Aim of the exercise:
Review the material and extract every line in which the word "place" occurs.

◇ ◇ ◇ ◇ ◇ ◇ ◇

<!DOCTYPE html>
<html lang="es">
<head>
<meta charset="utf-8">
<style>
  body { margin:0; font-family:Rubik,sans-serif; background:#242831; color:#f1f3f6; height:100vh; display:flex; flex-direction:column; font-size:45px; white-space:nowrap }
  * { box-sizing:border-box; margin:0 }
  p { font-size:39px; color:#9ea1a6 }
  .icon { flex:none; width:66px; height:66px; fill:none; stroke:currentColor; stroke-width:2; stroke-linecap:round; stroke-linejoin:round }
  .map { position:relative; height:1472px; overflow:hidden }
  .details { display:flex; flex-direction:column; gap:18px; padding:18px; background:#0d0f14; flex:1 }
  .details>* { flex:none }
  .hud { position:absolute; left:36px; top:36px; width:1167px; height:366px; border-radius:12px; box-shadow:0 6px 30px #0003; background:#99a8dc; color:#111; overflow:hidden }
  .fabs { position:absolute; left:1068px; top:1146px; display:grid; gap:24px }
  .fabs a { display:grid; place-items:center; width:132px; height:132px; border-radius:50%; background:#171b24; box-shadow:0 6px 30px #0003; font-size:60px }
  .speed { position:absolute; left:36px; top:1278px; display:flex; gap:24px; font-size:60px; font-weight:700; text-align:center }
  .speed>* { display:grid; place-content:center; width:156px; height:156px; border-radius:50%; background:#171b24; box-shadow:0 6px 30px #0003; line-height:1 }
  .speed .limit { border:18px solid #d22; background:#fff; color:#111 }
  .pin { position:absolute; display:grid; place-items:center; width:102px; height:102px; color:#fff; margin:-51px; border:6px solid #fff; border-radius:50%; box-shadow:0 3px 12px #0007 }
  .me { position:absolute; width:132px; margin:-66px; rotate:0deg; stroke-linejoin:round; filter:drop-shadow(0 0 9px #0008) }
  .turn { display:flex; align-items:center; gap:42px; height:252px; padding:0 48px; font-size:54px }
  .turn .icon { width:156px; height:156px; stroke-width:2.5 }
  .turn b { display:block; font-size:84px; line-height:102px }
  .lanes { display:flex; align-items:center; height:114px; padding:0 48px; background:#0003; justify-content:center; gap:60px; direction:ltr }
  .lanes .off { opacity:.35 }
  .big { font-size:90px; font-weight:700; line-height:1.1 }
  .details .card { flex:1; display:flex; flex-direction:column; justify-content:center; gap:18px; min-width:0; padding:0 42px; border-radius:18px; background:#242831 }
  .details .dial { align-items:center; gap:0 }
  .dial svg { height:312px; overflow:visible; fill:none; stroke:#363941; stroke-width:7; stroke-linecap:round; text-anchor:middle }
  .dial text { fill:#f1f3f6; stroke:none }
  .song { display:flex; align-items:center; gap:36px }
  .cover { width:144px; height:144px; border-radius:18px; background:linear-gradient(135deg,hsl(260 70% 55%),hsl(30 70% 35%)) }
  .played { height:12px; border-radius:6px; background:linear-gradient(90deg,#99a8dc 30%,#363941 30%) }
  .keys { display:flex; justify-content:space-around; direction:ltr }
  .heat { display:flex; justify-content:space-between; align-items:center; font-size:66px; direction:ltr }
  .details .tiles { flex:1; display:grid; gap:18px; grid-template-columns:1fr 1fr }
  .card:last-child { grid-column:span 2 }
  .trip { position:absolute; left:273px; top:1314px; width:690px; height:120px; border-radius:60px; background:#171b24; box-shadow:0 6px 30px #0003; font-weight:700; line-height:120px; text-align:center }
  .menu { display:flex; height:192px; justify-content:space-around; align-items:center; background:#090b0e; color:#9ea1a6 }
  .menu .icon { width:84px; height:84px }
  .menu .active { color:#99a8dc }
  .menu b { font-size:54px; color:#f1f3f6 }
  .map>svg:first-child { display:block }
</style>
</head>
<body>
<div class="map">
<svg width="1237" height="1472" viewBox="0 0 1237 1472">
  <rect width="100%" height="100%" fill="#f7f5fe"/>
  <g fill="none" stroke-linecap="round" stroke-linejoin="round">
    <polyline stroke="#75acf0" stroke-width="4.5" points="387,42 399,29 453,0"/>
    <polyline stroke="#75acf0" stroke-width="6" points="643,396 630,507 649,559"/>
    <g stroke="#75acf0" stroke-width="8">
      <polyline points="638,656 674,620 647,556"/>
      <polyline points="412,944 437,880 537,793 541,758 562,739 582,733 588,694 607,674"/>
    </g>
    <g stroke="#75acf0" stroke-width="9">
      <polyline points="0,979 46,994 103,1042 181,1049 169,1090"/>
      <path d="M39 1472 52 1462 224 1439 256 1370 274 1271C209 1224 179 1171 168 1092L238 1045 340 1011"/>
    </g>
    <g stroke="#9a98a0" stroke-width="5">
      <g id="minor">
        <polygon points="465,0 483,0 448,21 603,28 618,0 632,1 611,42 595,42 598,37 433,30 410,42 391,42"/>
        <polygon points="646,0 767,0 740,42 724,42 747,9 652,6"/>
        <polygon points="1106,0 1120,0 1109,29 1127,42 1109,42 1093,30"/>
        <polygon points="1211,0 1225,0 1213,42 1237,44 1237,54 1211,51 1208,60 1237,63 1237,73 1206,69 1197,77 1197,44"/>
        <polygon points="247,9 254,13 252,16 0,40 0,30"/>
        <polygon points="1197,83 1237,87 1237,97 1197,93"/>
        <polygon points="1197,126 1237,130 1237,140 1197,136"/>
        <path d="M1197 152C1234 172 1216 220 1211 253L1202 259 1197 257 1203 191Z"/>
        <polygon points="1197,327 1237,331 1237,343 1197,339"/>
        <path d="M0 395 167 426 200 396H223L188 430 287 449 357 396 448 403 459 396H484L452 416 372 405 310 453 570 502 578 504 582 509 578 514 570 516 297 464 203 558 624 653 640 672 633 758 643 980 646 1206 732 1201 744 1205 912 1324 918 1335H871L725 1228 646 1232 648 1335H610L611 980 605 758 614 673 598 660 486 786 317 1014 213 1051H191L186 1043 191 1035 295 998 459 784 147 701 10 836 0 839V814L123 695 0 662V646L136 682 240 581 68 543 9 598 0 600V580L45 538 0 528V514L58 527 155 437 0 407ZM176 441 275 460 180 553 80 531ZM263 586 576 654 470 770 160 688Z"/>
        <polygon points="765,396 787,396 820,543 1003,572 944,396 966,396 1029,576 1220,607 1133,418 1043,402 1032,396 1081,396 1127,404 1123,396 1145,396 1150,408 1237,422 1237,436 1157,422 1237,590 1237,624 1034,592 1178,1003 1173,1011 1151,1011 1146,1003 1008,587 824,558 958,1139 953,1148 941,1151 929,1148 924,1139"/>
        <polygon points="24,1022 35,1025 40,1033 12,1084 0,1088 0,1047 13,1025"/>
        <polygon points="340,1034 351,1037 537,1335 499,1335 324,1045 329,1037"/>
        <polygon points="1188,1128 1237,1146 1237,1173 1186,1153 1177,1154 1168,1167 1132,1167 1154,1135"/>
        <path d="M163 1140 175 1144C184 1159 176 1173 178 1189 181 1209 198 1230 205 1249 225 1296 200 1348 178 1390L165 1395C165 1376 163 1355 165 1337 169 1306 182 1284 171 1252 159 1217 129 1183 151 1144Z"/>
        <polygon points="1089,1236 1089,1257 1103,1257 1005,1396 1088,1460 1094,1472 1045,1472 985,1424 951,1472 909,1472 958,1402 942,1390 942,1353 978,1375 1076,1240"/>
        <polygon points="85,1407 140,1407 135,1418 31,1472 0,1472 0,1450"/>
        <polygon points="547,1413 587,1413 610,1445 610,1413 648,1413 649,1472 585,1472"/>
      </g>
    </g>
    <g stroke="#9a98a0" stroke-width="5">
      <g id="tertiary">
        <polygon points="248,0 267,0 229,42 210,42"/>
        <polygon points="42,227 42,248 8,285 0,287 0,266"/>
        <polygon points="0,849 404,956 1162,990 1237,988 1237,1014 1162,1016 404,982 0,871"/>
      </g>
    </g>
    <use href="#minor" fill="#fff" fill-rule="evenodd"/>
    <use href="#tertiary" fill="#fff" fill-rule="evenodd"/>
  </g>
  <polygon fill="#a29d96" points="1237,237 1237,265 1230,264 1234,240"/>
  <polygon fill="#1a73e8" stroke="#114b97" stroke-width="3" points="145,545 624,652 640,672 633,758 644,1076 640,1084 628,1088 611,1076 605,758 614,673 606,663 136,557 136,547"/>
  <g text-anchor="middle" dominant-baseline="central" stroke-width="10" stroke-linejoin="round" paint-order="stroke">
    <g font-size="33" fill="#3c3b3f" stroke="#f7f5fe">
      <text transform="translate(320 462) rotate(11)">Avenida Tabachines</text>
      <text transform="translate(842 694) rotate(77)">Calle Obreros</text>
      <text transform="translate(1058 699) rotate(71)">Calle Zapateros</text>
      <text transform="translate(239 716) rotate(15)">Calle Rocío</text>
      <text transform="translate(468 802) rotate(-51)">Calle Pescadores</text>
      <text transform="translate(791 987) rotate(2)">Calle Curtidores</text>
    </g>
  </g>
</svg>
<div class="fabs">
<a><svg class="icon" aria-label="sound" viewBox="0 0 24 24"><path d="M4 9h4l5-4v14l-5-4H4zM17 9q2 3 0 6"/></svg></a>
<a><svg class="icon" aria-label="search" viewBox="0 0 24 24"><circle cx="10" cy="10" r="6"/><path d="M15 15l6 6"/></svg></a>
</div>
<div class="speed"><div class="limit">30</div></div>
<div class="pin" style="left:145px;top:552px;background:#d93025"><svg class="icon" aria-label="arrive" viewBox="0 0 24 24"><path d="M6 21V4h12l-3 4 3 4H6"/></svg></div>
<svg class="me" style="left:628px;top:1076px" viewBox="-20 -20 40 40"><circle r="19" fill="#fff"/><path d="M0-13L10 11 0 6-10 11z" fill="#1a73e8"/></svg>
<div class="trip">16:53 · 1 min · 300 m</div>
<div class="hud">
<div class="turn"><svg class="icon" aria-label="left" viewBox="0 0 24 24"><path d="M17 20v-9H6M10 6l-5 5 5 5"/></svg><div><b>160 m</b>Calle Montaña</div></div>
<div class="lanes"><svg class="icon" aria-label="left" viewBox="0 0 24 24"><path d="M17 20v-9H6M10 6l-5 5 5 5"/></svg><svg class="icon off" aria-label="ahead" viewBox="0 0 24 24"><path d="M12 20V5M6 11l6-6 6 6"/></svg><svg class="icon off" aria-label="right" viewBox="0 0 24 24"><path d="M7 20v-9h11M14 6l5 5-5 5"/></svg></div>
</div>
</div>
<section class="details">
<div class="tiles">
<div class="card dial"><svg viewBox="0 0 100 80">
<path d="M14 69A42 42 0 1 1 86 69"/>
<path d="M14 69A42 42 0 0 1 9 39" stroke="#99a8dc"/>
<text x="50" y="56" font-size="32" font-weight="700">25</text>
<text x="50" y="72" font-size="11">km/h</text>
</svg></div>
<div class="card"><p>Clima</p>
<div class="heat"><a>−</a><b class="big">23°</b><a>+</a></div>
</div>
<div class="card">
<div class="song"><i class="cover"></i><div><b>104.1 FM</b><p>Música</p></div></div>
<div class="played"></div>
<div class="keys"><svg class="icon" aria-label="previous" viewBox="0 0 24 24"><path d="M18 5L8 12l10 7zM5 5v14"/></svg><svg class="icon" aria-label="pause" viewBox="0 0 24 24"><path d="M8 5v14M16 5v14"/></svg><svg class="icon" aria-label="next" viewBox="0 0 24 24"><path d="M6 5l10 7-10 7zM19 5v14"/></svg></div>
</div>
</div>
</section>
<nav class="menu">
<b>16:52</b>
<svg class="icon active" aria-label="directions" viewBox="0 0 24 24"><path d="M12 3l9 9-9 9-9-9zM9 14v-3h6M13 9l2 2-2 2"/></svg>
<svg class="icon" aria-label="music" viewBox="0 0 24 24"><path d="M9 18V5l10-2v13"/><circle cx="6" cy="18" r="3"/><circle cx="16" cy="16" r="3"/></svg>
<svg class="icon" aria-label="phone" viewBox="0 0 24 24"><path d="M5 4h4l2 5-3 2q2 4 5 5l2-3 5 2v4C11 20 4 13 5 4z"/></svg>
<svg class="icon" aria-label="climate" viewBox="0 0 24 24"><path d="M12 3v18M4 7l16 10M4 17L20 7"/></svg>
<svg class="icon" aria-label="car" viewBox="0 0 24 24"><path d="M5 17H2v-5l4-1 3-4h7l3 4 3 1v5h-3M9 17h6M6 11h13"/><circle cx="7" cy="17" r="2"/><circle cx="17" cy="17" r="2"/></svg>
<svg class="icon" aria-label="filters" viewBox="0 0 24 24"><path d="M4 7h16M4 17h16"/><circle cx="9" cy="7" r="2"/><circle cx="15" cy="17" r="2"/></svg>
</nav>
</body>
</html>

◇ ◇ ◇ ◇ ◇ ◇ ◇

Output for this exercise:
  .fabs a { display:grid; place-items:center; width:132px; height:132px; border-radius:50%; background:#171b24; box-shadow:0 6px 30px #0003; font-size:60px }
  .speed>* { display:grid; place-content:center; width:156px; height:156px; border-radius:50%; background:#171b24; box-shadow:0 6px 30px #0003; line-height:1 }
  .pin { position:absolute; display:grid; place-items:center; width:102px; height:102px; color:#fff; margin:-51px; border:6px solid #fff; border-radius:50%; box-shadow:0 3px 12px #0007 }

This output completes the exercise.